- [Exercise prompt]: Tally the lines of the data that include the word "Linden". Only the number is to be returned.

- [Records for this exercise]:
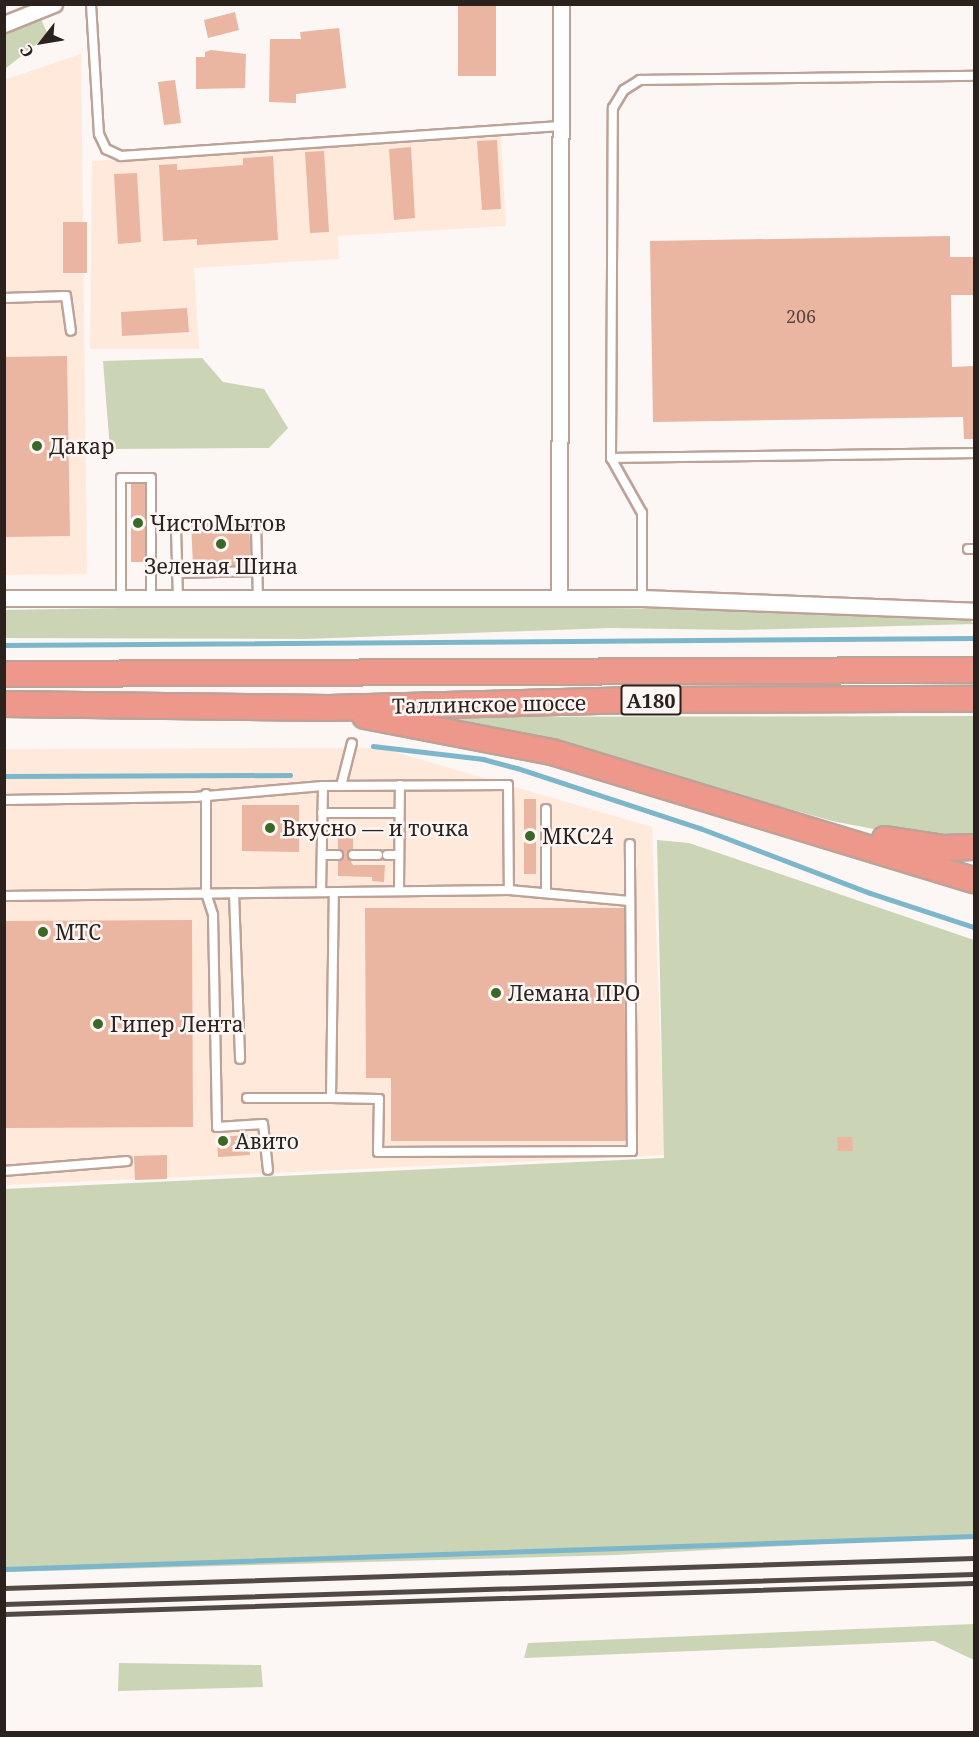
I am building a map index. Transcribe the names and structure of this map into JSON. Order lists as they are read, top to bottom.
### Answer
{
  "streets": {
    "main road": ["A180", "Таллинское шоссе"]
  },
  "places": [
    "Дакар",
    "ЧистоМытов",
    "Зеленая Шина",
    "Вкусно — и точка",
    "МКС24",
    "МТС",
    "Лемана ПРО",
    "Гипер Лента",
    "Авито"
  ],
  "house_numbers": ["206"],
  "north": "bottom left"
}
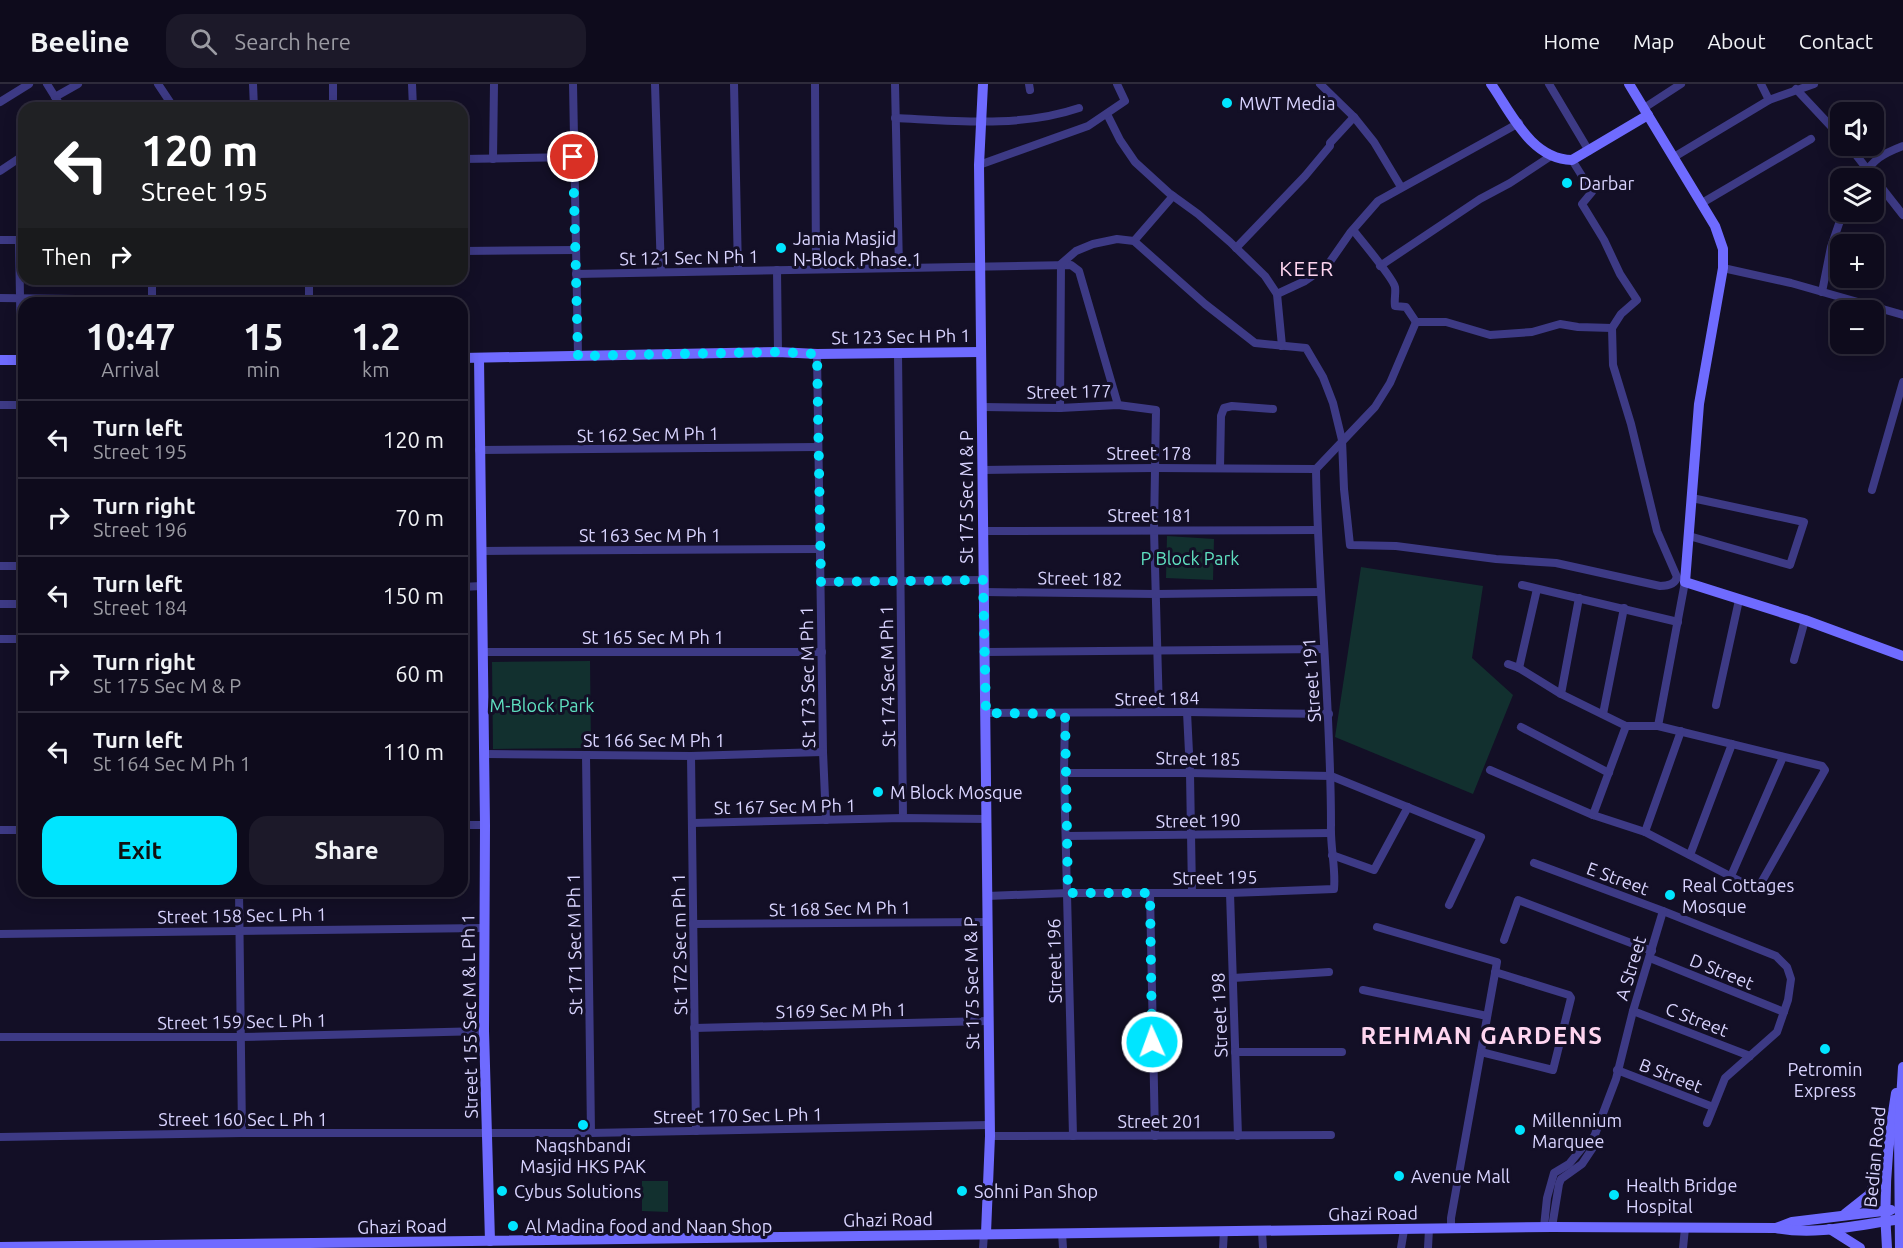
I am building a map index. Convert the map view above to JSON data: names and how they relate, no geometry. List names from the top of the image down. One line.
{"streets":{"street":["St 121 Sec N Ph 1","St 123 Sec H Ph 1","Street 177","St 162 Sec M Ph 1","Street 178","St 175 Sec M & P","Street 181","St 163 Sec M Ph 1","Street 182","St 165 Sec M Ph 1","St 174 Sec M Ph 1","St 173 Sec M Ph 1","Street 191","Street 184","St 166 Sec M Ph 1","Street 185","St 167 Sec M Ph 1","Street 190","Street 195","E Street","St 168 Sec M Ph 1","Street 158 Sec L Ph 1","St 171 Sec M Ph 1","St 172 Sec m Ph 1","Street 196","A Street","D Street","S169 Sec M Ph 1","Street 198","Street 155 Sec M & L Ph 1","C Street","Street 159 Sec L Ph 1","B Street","Street 170 Sec L Ph 1","Street 160 Sec L Ph 1","Street 201","Bedian Road","Ghazi Road"]},"crossings":[["St 121 Sec N Ph 1","St 175 Sec M & P"],["St 123 Sec H Ph 1","St 175 Sec M & P"],["St 123 Sec H Ph 1","St 174 Sec M Ph 1"],["St 123 Sec H Ph 1","St 173 Sec M Ph 1"],["St 123 Sec H Ph 1","Street 155 Sec M & L Ph 1"],["Street 177","Street 178"],["Street 177","St 175 Sec M & P"],["St 162 Sec M Ph 1","St 173 Sec M Ph 1"],["St 162 Sec M Ph 1","Street 155 Sec M & L Ph 1"],["Street 178","St 175 Sec M & P"],["Street 178","Street 191"],["St 175 Sec M & P","Street 181"],["St 175 Sec M & P","Street 182"],["St 175 Sec M & P","Street 184"],["St 175 Sec M & P","St 167 Sec M Ph 1"],["St 175 Sec M & P","Street 195"],["St 175 Sec M & P","St 168 Sec M Ph 1"],["St 175 Sec M & P","S169 Sec M Ph 1"],["St 175 Sec M & P","Street 170 Sec L Ph 1"],["St 175 Sec M & P","Street 201"],["St 175 Sec M & P","Ghazi Road"],["Street 181","Street 191"],["St 163 Sec M Ph 1","St 173 Sec M Ph 1"],["St 163 Sec M Ph 1","Street 155 Sec M & L Ph 1"],["Street 182","Street 191"],["St 165 Sec M Ph 1","St 173 Sec M Ph 1"],["St 165 Sec M Ph 1","Street 155 Sec M & L Ph 1"],["St 174 Sec M Ph 1","St 167 Sec M Ph 1"],["St 173 Sec M Ph 1","St 166 Sec M Ph 1"],["St 173 Sec M Ph 1","St 167 Sec M Ph 1"],["Street 191","Street 184"],["Street 191","Street 185"],["Street 191","Street 190"],["Street 191","Street 195"],["Street 184","Street 196"],["St 166 Sec M Ph 1","St 171 Sec M Ph 1"],["St 166 Sec M Ph 1","St 172 Sec m Ph 1"],["St 166 Sec M Ph 1","Street 155 Sec M & L Ph 1"],["Street 185","Street 196"],["St 167 Sec M Ph 1","St 172 Sec m Ph 1"],["Street 190","Street 196"],["Street 195","Street 196"],["Street 195","Street 198"],["E Street","A Street"],["E Street","D Street"],["St 168 Sec M Ph 1","St 172 Sec m Ph 1"],["Street 158 Sec L Ph 1","Street 155 Sec M & L Ph 1"],["St 171 Sec M Ph 1","Street 170 Sec L Ph 1"],["St 172 Sec m Ph 1","S169 Sec M Ph 1"],["St 172 Sec m Ph 1","Street 170 Sec L Ph 1"],["Street 196","Street 201"],["A Street","D Street"],["A Street","C Street"],["A Street","B Street"],["A Street","Ghazi Road"],["Street 198","Street 201"],["Street 155 Sec M & L Ph 1","Street 159 Sec L Ph 1"],["Street 155 Sec M & L Ph 1","Street 170 Sec L Ph 1"],["Street 155 Sec M & L Ph 1","Street 160 Sec L Ph 1"],["Street 155 Sec M & L Ph 1","Ghazi Road"],["Street 170 Sec L Ph 1","Street 160 Sec L Ph 1"],["Street 170 Sec L Ph 1","Street 201"],["Bedian Road","Ghazi Road"]],"districts":["KEER","REHMAN GARDENS"],"parks":["P Block Park","M-Block Park"],"places":["MWT Media","Darbar","Jamia Masjid N-Block Phase.1","M Block Mosque","Real Cottages Mosque","Petromin Express","Naqshbandi Masjid HKS PAK","Millennium Marquee","Avenue Mall","Cybus Solutions","Sohni Pan Shop","Health Bridge Hospital","Al Madina food and Naan Shop"],"page":{"header":"Beeline","search":"Search here","nav":["Home","Map","About","Contact"],"map_buttons":["+","−"],"turn":["120 m","Street 195"],"then":"Then","eta":["10:47","Arrival","15","min","1.2","km"],"list":[{"name":"Turn left","note":"Street 195","value":"120 m"},{"name":"Turn right","note":"Street 196","value":"70 m"},{"name":"Turn left","note":"Street 184","value":"150 m"},{"name":"Turn right","note":"St 175 Sec M & P","value":"60 m"},{"name":"Turn left","note":"St 164 Sec M Ph 1","value":"110 m"}],"buttons":["Exit","Share"]}}
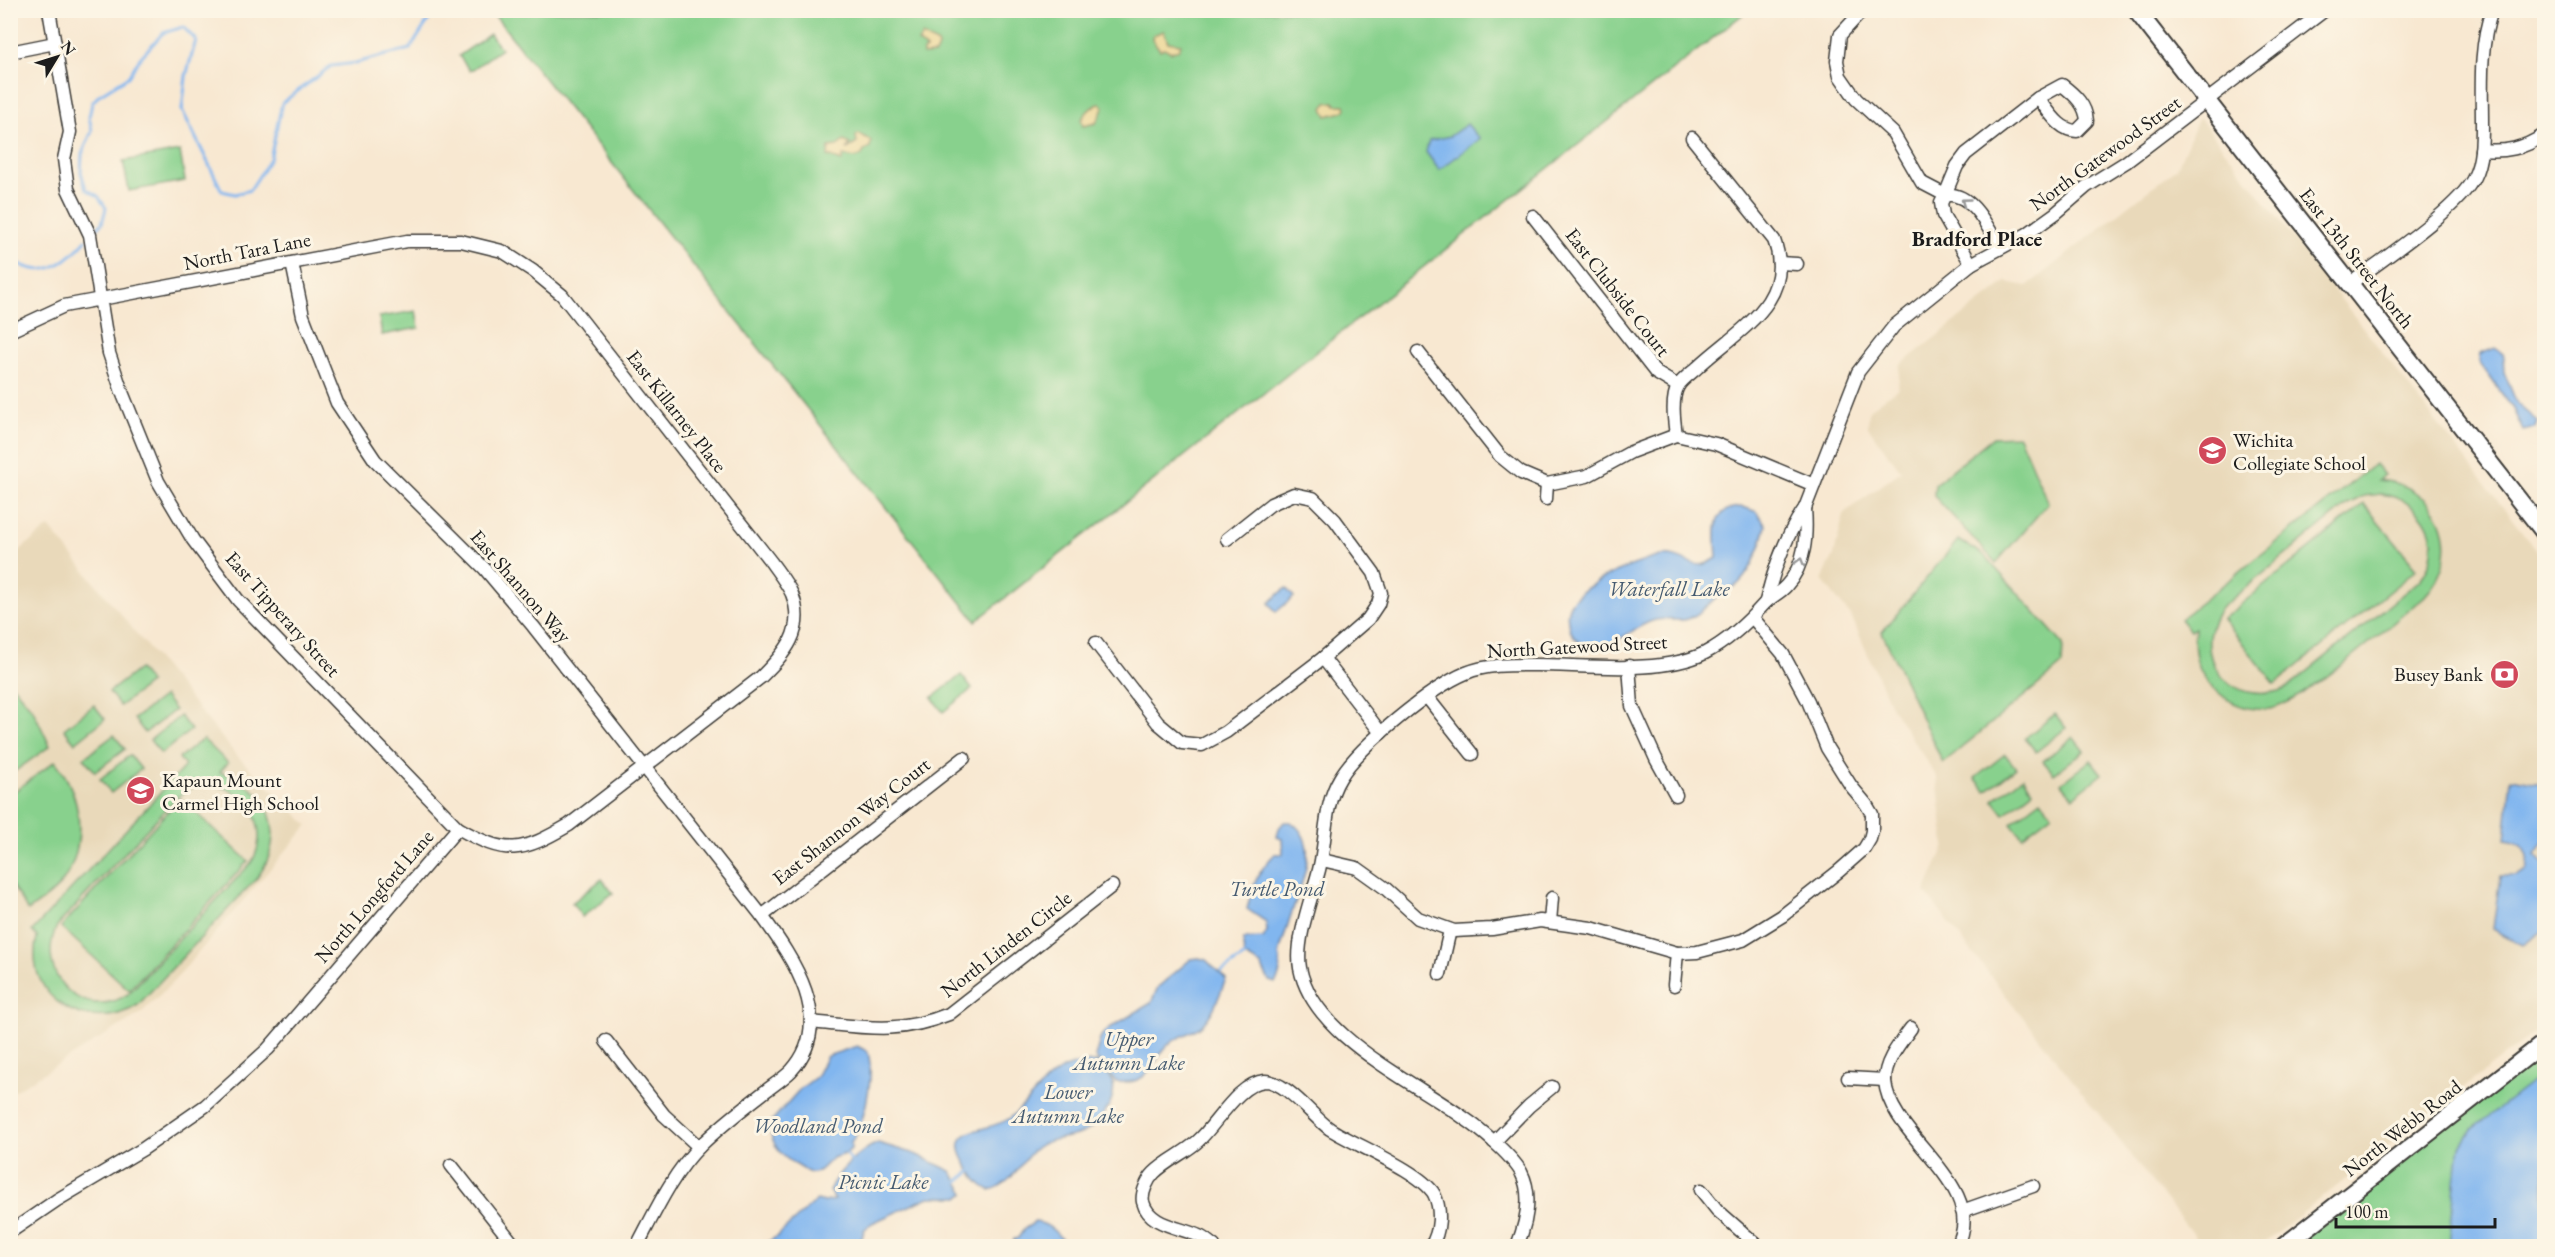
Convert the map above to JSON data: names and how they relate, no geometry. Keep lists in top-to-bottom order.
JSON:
{
  "streets": {
    "main road": ["East 13th Street North", "North Webb Road"],
    "street": [
      "North Gatewood Street",
      "North Tara Lane",
      "East Clubside Court",
      "East Killarney Place",
      "East Shannon Way",
      "East Tipperary Street",
      "East Shannon Way Court",
      "North Longford Lane",
      "North Linden Circle"
    ]
  },
  "crossings": [
    ["North Gatewood Street", "East 13th Street North"],
    ["North Tara Lane", "East Killarney Place"],
    ["North Tara Lane", "East Shannon Way"],
    ["North Tara Lane", "East Tipperary Street"],
    ["East Killarney Place", "North Longford Lane"],
    ["East Shannon Way", "East Shannon Way Court"],
    ["East Shannon Way", "North Longford Lane"],
    ["East Shannon Way", "North Linden Circle"],
    ["East Tipperary Street", "North Longford Lane"]
  ],
  "districts": ["Bradford Place"],
  "water": [
    "Waterfall Lake",
    "Turtle Pond",
    "Upper Autumn Lake",
    "Lower Autumn Lake",
    "Woodland Pond",
    "Picnic Lake"
  ],
  "places": {
    "school or university": ["Wichita Collegiate School", "Kapaun Mount Carmel High School"],
    "bank": ["Busey Bank"]
  },
  "scale_bar": "100 m",
  "north": "top right"
}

- [Output of the task]: 2